>>>> "Hrvoje" == Hrvoje Niksic
<hniksic(a)srce.hr> writes:
Hrvoje> Note that no editor on 32-bit systems can grok a >2G
Hrvoje> buffer because of limited pointer size. Thus a 1G limit
Hrvoje> is just one step below the "theoretical" limit. You can
Hrvoje> argue that being two steps below it is not much worse, but
Hrvoje> I am not really convinced.
I do so argue, and I see no reason why you should be convinced. But
maybe others will agree with me.
Hrvoje> What does direct UCS-4 support in characters buy me
Hrvoje> anyway? Will it be another case of all-encompassing Mule
Hrvoje> priorities breaking the neck of the rest of us?
It buys you direct UCS-4 support in characters. What did you think?
:-)
o XEmacs will never again (well, for a future longer than the
history of electronic computers) need to change the abstract
format for a Lisp character. (Of course it will get reimplemented
as 64, 128, ... bits as time goes on.)
o Mule backwards compatibility. Packages that expect Mule
character formats will be able to get it by putting the entire
Mule character set into a private UCS-4 group. All such groups
live above the 30-bit boundary, single planes are available with
30-bit code points, but are too small. This is the obvious
migration path. We definitely do not want the arrays of runes
passed to redisplay methods to contain lrecords! (They won't, see
below, but we will have to sacrifice transparency and half the
UCS-4 code space.)
o Source separation. For Asian languages, it may be important to
separate Chinese-origin characters from Japanese-origin
characters, etc. Unicode advocates disagree, but there may be
some diehards out there. Olivier thinks this is important, and
plans to implement it. The sensible place to do this is in a
private UCS-4 group.
o UCS-4 will come, maybe not immediately, but within a couple of
years. The basic multilingual plane (Unicode) is basically full;
they're already filling up planes 1 and 2 (or was that 2 and 3).
You could fake that with < 31-bit characters but people who want
to use large character sets (there is at least one font for more
than 80,000 Asian ideographs already in the making) will need full
UCS-4 (until they are standardized they will be private-group
applications).
o You get to Do The Right Thing.
All of those except the last could be done with some inefficient or
non-standard-conformant hacks, but why complexify things?

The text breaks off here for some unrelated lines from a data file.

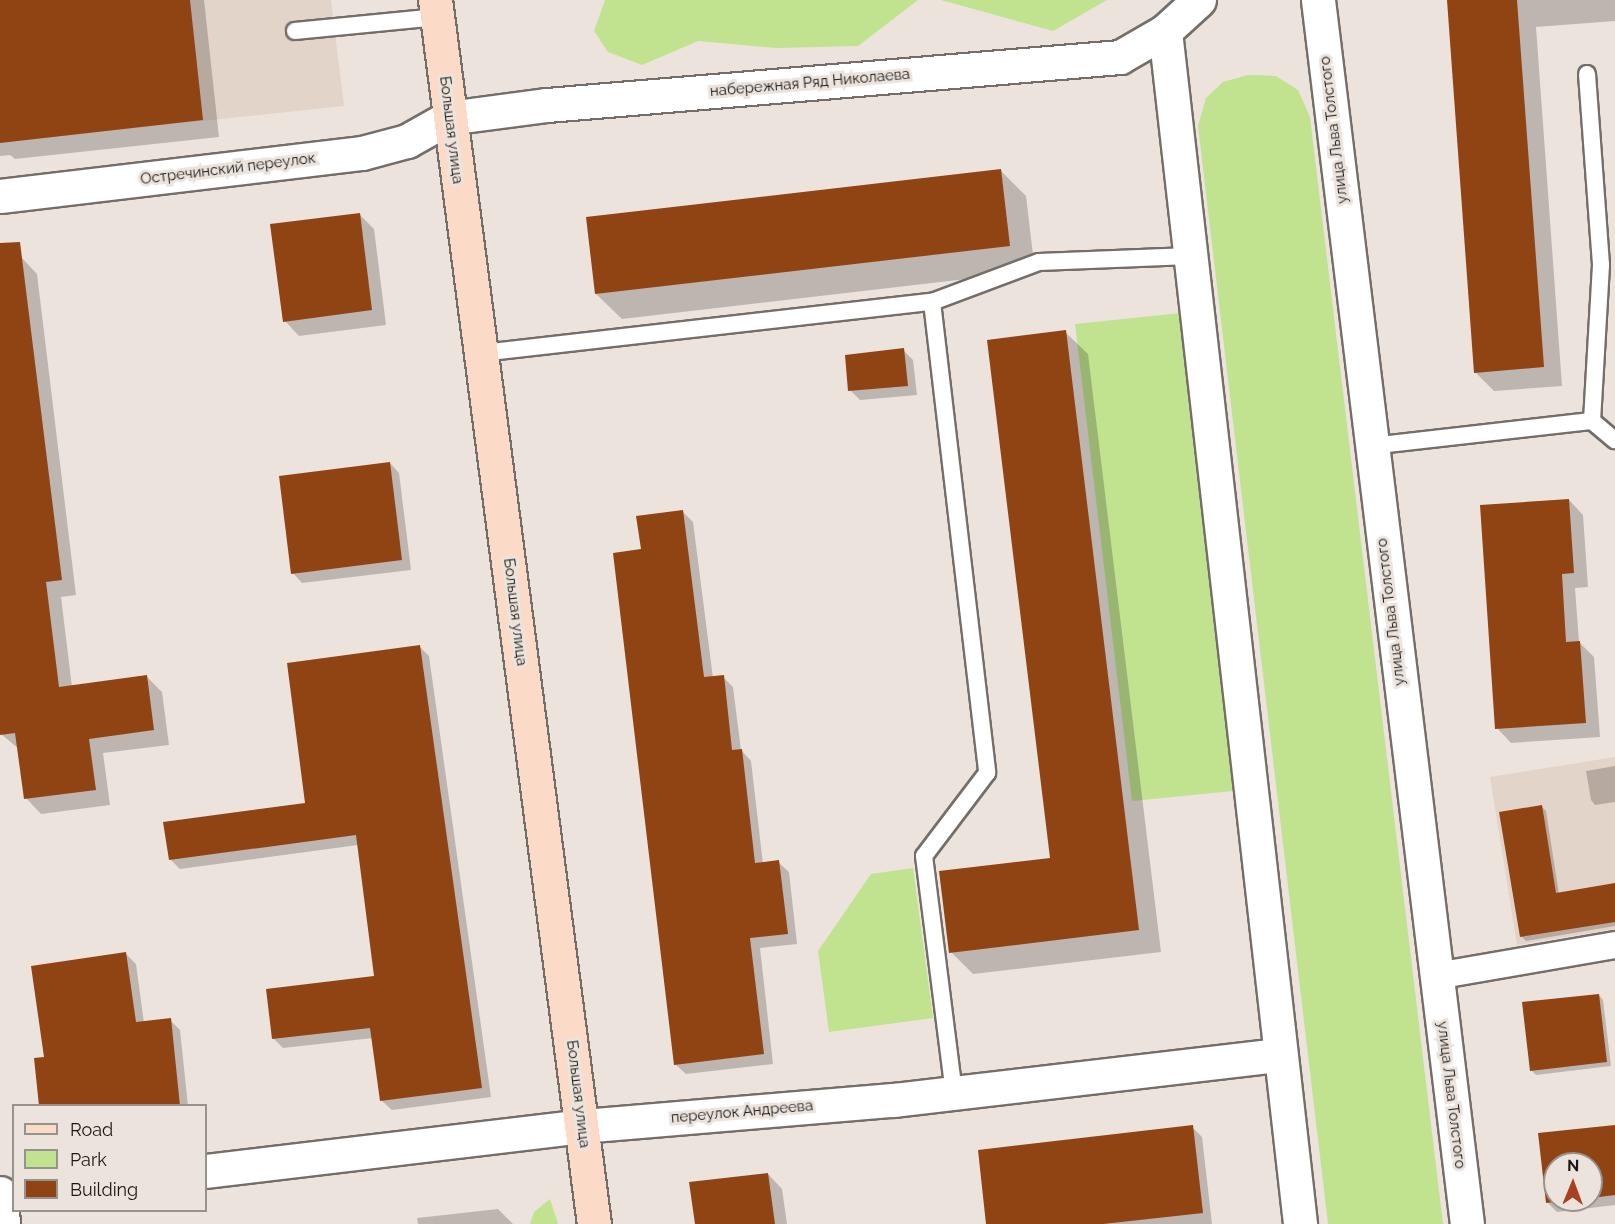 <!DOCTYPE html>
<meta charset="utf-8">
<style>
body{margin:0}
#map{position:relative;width:1615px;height:1224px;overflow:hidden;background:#ece3dd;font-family:Raleway,sans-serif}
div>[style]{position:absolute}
.built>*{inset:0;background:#e3d4c9}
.green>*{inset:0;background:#c1e38f}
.shadow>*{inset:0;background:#0003}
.building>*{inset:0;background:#904313}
.roads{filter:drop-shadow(2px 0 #756e68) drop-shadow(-2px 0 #756e68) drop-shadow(0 2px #756e68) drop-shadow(0 -2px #756e68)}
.service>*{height:16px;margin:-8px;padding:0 8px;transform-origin:8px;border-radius:8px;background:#fff}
.pedestrian>*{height:26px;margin:-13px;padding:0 13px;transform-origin:13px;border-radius:13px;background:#fff}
.minor>*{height:33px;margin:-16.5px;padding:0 16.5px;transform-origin:16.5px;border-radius:16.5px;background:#fff}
.tertiary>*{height:33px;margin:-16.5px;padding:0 16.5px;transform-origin:16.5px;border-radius:16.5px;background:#fff}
.primary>*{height:33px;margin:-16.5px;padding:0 16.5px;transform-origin:16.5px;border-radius:16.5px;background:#fbdac7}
span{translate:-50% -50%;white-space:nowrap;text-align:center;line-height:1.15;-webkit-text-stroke:6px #ece3dd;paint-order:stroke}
.street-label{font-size:15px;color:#1a1815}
.legend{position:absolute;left:12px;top:1104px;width:195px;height:108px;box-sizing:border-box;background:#ece3dd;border:2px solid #98928d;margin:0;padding:8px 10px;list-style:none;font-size:18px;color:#1a1815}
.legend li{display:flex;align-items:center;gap:12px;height:30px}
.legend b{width:30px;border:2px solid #98928d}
.north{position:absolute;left:1543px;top:1152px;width:60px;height:60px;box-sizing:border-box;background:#ece3dd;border:2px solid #98928d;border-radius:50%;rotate:1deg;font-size:16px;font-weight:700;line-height:24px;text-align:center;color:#1a1815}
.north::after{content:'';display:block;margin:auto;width:21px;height:27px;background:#a94121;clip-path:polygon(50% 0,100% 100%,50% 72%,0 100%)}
</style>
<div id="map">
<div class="built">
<i style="clip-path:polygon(0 0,331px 0,344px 106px,0 142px)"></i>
<i style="clip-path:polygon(1615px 757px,1615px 929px,1517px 945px,1490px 777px)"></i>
</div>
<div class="green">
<i style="clip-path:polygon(605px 0,918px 0,858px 46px,776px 48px,698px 41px,642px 65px,608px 52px,594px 31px)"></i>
<i style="clip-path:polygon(941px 0,1107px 0,1053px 31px)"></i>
<i style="clip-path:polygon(1248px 75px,1276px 76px,1298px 90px,1310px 117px,1443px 1224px,1328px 1224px,1198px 126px,1206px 98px,1223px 82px)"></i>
<i style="clip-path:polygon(1181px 313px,1233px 791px,1132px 801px,1075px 324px)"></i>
<i style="clip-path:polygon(913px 868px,933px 1018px,829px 1032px,818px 951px,871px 874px)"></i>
<i style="clip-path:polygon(550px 1199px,558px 1224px,530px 1224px,534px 1212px)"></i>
</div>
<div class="shadow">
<i style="clip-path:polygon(0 0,204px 0,219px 137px,15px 159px,10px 155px,0 156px)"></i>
<i style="clip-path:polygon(1448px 0,1615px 0,1615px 21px,1536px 27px,1562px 386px,1494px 391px,1475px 372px)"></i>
<i style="clip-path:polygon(1001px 171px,1026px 196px,1035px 271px,622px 319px,596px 294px)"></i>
<i style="clip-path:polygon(359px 214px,374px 229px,386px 325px,299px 336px,285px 321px)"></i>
<i style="clip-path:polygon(22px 258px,37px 274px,76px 595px,61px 597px,72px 687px,147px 677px,162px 692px,169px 745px,103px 753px,110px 805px,41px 814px,26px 798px,19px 749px,1px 734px,0 726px,0 261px)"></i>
<i style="clip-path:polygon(1065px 332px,1088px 354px,1161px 952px,973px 974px,951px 952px,1052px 859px)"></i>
<i style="clip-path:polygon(903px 350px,913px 360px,917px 395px,860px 400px,850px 390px)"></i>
<i style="clip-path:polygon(390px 463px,399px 473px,411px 570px,302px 583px,293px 573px)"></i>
<i style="clip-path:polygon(1569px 500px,1583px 515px,1588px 587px,1575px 588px,1579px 642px,1594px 657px,1600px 737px,1511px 743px,1497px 728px)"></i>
<i style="clip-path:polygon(682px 511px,693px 522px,713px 678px,723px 677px,733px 687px,741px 750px,751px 761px,763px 864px,778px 862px,789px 872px,797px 944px,760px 948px,773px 1064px,686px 1074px,675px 1064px,642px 551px)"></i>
<i style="clip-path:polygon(419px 646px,429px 656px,491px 1097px,392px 1110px,382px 1101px,373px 1038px,283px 1048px,273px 1038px,376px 978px,358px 845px,180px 869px,170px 859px,307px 804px)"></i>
<i style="clip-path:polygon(1615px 766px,1615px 802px,1595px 805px,1591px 800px,1586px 771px)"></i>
<i style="clip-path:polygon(1541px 806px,1546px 811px,1559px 894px,1615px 885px,1615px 926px,1526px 941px,1521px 936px)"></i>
<i style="clip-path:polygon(126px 954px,136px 964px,144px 1023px,170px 1020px,180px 1030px,188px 1106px,41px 1106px)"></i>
<i style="clip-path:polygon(1599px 995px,1603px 1000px,1611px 1066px,1536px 1075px,1532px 1071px)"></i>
<i style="clip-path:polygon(evenodd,1615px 1126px,1615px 1205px,1557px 1212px,1547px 1202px,1539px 1135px,1615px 1126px,1555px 1164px,1591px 1164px,1591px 1200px,1555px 1200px,1555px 1164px)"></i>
<i style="clip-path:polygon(1192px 1127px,1202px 1137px,1212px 1224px,988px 1224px)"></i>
<i style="clip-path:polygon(768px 1174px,782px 1189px,787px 1224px,696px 1224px)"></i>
<i style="clip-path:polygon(498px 1209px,513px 1224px,418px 1224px,417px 1218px)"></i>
</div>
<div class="building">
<i style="clip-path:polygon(0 0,190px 0,203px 120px,0 143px)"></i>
<i style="clip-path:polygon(1447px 0,1517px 0,1544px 367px,1474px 373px)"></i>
<i style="clip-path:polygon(1001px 169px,1010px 246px,595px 294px,586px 217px)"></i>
<i style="clip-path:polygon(360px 213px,372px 310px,283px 322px,270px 224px)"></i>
<i style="clip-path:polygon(20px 242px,62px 580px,46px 582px,59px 687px,147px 675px,154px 730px,89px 739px,96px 790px,24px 799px,15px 733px,0 735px,0 243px)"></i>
<i style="clip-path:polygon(1066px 330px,1139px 930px,949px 953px,939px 871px,1050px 858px,987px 340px)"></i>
<i style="clip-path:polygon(904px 348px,908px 386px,848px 391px,845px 355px)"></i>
<i style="clip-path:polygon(390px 462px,402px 560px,291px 574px,279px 476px)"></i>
<i style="clip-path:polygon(1569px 499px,1574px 573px,1562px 574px,1566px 642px,1580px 641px,1586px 723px,1495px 729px,1480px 505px)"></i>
<i style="clip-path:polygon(683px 510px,704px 677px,724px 675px,732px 750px,742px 749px,755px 863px,779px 860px,788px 934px,750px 938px,764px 1054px,674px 1065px,613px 553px,641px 549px,636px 516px)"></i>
<i style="clip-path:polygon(420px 645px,482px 1088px,380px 1101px,370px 1028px,272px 1039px,266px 989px,374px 976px,356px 835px,169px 860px,163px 822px,305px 803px,287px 663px)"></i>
<i style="clip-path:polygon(1542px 805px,1556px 893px,1615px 883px,1615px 922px,1520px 937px,1499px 812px)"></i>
<i style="clip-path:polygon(126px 952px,136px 1022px,171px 1018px,180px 1106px,39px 1106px,34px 1058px,44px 1057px,31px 966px)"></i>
<i style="clip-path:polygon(1599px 994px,1607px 1062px,1530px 1071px,1522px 1002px)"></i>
<i style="clip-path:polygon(1193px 1125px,1203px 1213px,1103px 1224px,986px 1224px,978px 1150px)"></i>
<i style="clip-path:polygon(1615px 1125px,1615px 1195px,1591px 1198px,1591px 1164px,1555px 1164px,1555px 1200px,1571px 1200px,1546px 1203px,1538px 1133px)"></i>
<i style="clip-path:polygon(768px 1173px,775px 1224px,695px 1224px,689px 1182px)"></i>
</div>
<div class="roads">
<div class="service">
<i style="left:295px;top:31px;width:143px;rotate:-5.6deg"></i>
<i style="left:1587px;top:74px;width:192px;rotate:85.8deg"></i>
<i style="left:1601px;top:265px;width:156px;rotate:93.3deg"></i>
<i style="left:1592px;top:421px;width:30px;rotate:40deg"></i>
<i style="left:932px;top:302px;width:474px;rotate:83.3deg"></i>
<i style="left:987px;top:773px;width:104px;rotate:127.2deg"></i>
<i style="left:924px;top:856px;width:239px;rotate:82.8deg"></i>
<i style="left:482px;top:353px;width:453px;rotate:-6.5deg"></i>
<i style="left:932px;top:302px;width:114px;rotate:-20.5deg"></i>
<i style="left:1039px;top:262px;width:151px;rotate:-2.3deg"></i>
<i style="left:1371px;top:446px;width:222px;rotate:-6.5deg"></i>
</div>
<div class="pedestrian">
<i style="left:1436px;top:976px;width:182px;rotate:-9.8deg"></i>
</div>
<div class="minor">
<i style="left:1318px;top:0;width:1233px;rotate:83.06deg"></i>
<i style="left:1165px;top:31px;width:1201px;rotate:83.54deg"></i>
<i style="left:206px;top:1171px;width:379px;rotate:-6.8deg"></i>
<i style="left:582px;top:1126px;width:313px;rotate:-4.8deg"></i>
<i style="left:894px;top:1100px;width:388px;rotate:-6.7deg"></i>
<i style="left:0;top:1193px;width:31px;rotate:84deg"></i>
</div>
<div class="tertiary">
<i style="left:0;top:196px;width:365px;rotate:-6.8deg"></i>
<i style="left:362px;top:153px;width:47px;rotate:-14.9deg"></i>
<i style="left:407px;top:141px;width:47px;rotate:-29.3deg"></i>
<i style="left:448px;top:118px;width:100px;rotate:-7.5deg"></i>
<i style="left:547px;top:105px;width:575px;rotate:-4.79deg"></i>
<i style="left:1120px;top:57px;width:52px;rotate:-30deg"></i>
<i style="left:1165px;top:31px;width:46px;rotate:-42.4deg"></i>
</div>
<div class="primary">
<i style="left:435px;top:0;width:1234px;rotate:82.6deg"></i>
</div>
</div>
<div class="street-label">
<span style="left:810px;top:83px;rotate:-5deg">набережная Ряд Николаева</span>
<span style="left:451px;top:130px;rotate:83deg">Большая улица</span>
<span style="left:1334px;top:130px;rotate:-97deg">улица Льва Толстого</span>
<span style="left:228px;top:169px;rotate:-7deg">Остречинский переулок</span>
<span style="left:515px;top:612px;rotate:83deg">Большая улица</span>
<span style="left:1391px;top:612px;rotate:-97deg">улица Льва Толстого</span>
<span style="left:578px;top:1094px;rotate:83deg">Большая улица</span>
<span style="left:1451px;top:1095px;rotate:83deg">улица Льва Толстого</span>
<span style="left:742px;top:1112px;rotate:-5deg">переулок Андреева</span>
</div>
<ul class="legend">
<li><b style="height:8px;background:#fbdac7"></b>Road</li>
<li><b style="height:16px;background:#c1e38f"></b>Park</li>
<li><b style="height:16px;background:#904313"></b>Building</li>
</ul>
<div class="north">N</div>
</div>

Sure, those may not excite you. But one thing that worries me is
precisely the fact that the applications that absolutely positively
require 31-bit characters are probably a few years off. So we do a
half-ass hack for the purpose of UCS-4 compliance while maintaining
Mule backwards compatibility.
Eg, fitting the private groups into 30 bits can be done pretty easily
by surgically removing bit 29 from the representation, and
representing bits 29-30 00 -> bit 29 = 0, 01 -> na, 10 -> na, and
11 -> 1, where na means not available in our representation. Finally
four years from now somebody actually gets around to implementing a
library that requires private space characters, and boom! XEmacs
crashes. But the code has bitrotted and nobody knows how to fix it.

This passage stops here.